General writing updates for those of you keeping score at home: I entered a couple of contests in the last couple of months and have been getting materials together to start querying in earnest. Thanks to my amazing mentor, Annika Martin, I have a newly revamped copy of my manuscript ready to send out and a query letter that I don't hate! So I'm ready to conquer the world. As always, the carousel of manuscripts continues to turn, but I am making actual forward progress. I'm editing one that is complete and I'm about 35k words into the fantasy MS I've been randomly writing and about 25k words into the new romcom I'm working on.
All of that said, this post isn't about the ins and outs of creating work and trying to improve craft. This post is about building a community from the ground up. This journey of shifting creative circles has been a fascinating experience of starting over well into my 40's and remembering what it's like to be the new kid on the block. And the one thing that has made all the difference is PEOPLE; connecting with and getting to know people who love to write.
I had two big challenges in getting started with this process of building my writing world. The first (and I promise I won't forget the second) is that I've been entrenched in a fairly small creative community wherein I knew mostly everyone. I didn't have to extend myself or break out of my comfort zone. When I started writing (a MUCH more solitary art form than theatre!) I had to join organizations and (gulp) go to meetings! I had to make friends from scratch, so to speak, and be in a place where no one knew me.

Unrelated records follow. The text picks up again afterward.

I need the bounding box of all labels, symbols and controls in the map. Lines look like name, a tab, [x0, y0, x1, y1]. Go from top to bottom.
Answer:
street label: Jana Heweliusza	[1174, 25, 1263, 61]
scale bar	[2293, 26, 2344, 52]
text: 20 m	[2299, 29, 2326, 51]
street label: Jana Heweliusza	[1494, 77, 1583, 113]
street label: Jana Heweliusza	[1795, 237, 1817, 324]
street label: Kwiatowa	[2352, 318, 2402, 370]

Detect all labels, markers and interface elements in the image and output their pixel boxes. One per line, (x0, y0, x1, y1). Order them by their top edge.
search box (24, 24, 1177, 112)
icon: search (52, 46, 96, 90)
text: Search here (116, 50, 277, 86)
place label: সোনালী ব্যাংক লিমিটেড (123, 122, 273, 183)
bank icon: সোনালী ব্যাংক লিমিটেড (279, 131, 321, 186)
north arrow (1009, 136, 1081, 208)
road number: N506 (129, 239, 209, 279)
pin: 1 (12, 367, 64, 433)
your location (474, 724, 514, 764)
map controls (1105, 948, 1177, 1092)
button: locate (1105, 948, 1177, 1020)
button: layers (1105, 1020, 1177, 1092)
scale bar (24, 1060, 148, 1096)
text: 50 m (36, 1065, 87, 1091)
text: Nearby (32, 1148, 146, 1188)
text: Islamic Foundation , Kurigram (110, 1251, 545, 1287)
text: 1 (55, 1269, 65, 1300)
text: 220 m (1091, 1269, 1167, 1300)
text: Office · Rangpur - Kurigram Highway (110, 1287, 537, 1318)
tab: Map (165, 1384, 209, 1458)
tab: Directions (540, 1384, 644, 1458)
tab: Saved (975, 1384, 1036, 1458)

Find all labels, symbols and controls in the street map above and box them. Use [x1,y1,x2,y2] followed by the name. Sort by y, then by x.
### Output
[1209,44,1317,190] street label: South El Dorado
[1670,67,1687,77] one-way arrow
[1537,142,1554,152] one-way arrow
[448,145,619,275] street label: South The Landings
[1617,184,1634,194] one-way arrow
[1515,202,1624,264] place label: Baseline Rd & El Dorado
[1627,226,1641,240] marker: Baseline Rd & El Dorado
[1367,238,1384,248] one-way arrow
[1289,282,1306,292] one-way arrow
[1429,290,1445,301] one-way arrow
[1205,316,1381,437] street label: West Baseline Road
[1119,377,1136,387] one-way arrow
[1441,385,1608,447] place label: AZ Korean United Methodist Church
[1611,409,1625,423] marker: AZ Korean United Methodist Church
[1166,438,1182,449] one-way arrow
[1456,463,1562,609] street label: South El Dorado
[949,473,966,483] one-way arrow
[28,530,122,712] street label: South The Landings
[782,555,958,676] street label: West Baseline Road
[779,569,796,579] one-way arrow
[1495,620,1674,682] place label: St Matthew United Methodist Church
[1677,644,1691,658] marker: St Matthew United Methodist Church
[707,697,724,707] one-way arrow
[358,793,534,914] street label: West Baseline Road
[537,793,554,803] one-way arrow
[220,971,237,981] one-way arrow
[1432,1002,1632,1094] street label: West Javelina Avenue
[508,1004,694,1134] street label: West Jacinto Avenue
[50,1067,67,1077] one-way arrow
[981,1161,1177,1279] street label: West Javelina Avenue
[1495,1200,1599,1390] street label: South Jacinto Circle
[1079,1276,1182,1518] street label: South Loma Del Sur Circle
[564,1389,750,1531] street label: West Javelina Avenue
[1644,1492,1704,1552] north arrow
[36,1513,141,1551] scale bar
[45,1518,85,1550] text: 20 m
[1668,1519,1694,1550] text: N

This new environment is a fairly dangerous set up for me. As a lifelong performer, pleaser, youngest child, and someone with a compulsive need to make people like me, I can either come on strong or shut down in a fit of horrid shyness. People tend not to believe me that I'm shy, but it's true. I also will tend to ramble and say dumb shit, or name drop my friends that are on TV/in movies in hopes of impressing people, but that's a really bad starting point. Somehow, regardless of all of this overdoing it, I've begun to make some good friends and contacts out in the writing world (more on that in a moment).
The SECOND challenge I promised (and didn't forget!) is that I have to come out of my shell without my ace in the hole for friendmaking...my husband. Wherever we've lived in our 20 year marriage, he's always the one who gets to know the neighbors or the other parents at school and then introduces me. When it came to my new writing life, I couldn't exactly say "honey, could you go Advance Team this local chapter of the RWA for me? Tell them I'm cool and report back with people you think I'd click with." It really doesn't work that way.
Thankfully, I made it through some of the initial awkward moments, like walking into my first meeting and sitting in the seats reserved for the board, or chiming in FAR too much with the equivalent of "well in THEATRE it's like this..." And once I'd made it through the awkward phase (similar to growing out one's hair), it was all flowy, fun good times.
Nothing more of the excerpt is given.